What to work on: All lines in the material below that contain "Math" should be located and copied.

Data shown:
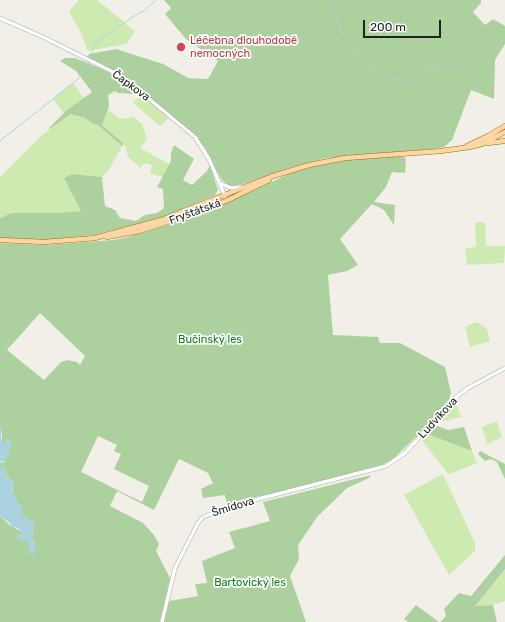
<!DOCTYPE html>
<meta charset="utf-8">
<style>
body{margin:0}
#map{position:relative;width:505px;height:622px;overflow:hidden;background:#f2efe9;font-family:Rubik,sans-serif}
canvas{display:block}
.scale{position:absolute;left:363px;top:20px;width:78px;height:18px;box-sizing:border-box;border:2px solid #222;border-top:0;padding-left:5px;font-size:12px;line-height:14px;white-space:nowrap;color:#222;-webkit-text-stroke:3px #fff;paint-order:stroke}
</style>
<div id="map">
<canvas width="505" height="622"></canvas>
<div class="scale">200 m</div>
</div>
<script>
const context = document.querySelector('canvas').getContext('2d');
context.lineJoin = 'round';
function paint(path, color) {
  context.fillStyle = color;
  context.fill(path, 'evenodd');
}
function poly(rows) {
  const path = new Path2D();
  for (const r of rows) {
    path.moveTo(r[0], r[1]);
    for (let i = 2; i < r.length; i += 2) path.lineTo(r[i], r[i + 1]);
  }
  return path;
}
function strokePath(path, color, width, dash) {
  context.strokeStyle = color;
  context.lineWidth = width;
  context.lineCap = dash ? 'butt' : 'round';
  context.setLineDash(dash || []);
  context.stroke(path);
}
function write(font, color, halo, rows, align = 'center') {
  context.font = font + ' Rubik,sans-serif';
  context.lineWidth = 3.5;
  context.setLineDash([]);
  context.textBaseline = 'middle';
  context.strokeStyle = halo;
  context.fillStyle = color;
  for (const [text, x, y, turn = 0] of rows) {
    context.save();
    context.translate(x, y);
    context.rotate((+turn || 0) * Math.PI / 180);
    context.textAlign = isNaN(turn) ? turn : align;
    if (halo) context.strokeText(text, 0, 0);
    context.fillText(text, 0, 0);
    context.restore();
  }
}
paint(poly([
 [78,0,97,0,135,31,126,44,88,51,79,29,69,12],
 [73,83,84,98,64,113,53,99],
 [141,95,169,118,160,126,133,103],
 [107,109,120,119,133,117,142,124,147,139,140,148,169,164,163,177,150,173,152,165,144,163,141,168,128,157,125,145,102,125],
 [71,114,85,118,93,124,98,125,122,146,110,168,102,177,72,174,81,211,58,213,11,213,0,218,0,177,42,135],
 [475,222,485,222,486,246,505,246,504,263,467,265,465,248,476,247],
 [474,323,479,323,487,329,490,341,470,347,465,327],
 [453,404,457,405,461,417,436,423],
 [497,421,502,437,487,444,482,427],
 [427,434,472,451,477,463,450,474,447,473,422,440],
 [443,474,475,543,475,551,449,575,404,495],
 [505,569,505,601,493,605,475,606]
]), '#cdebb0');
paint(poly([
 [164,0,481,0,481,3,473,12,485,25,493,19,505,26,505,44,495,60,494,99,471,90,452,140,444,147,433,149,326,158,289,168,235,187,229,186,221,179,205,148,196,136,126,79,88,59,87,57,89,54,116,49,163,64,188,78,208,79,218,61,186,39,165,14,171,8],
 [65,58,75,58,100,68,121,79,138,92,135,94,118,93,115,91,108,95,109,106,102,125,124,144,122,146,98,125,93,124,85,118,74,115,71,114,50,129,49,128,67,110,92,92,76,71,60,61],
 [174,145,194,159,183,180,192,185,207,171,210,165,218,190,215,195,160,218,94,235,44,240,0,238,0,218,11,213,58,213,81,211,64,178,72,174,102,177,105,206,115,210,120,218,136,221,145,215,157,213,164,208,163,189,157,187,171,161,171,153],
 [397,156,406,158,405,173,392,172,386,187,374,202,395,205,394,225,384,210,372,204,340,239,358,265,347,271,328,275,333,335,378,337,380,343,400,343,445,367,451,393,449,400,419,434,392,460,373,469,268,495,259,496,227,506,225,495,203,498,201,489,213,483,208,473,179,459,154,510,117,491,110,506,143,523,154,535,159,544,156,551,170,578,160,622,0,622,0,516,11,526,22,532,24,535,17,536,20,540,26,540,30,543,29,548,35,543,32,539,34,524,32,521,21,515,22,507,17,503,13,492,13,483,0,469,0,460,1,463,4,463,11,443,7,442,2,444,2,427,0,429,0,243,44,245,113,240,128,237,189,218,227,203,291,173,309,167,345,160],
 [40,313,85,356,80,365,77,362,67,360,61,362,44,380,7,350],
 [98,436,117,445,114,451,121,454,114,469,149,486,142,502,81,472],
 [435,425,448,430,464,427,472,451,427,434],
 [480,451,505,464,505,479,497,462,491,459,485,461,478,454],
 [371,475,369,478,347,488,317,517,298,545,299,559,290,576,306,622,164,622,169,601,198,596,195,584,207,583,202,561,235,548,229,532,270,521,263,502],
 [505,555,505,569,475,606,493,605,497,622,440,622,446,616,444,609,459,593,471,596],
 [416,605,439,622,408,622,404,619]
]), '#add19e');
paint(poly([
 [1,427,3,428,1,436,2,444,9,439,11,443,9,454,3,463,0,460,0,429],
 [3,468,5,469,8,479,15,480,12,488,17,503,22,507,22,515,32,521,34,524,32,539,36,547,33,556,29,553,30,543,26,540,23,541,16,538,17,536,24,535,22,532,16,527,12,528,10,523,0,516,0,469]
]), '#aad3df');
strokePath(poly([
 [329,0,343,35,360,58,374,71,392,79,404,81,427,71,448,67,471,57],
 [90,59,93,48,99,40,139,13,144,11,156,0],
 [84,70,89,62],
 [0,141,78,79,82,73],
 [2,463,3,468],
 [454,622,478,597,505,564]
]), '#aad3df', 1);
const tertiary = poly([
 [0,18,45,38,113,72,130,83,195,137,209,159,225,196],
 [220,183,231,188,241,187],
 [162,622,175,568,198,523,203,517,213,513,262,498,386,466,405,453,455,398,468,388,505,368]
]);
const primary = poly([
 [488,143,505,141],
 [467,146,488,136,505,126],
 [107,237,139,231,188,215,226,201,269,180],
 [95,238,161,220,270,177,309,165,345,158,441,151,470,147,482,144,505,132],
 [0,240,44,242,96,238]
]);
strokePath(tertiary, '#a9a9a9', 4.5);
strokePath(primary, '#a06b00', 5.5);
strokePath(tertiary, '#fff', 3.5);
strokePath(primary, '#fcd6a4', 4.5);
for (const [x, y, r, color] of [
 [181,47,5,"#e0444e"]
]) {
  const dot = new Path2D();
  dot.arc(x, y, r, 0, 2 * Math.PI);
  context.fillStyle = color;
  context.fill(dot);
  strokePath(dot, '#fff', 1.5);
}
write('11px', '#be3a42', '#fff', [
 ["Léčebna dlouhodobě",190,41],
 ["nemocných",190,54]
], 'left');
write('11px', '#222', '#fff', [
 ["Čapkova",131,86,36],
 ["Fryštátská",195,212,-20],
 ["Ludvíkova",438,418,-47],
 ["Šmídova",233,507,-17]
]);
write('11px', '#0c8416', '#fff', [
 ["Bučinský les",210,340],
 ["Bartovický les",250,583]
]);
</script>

Exercise result:
    context.rotate((+turn || 0) * Math.PI / 180);
  dot.arc(x, y, r, 0, 2 * Math.PI);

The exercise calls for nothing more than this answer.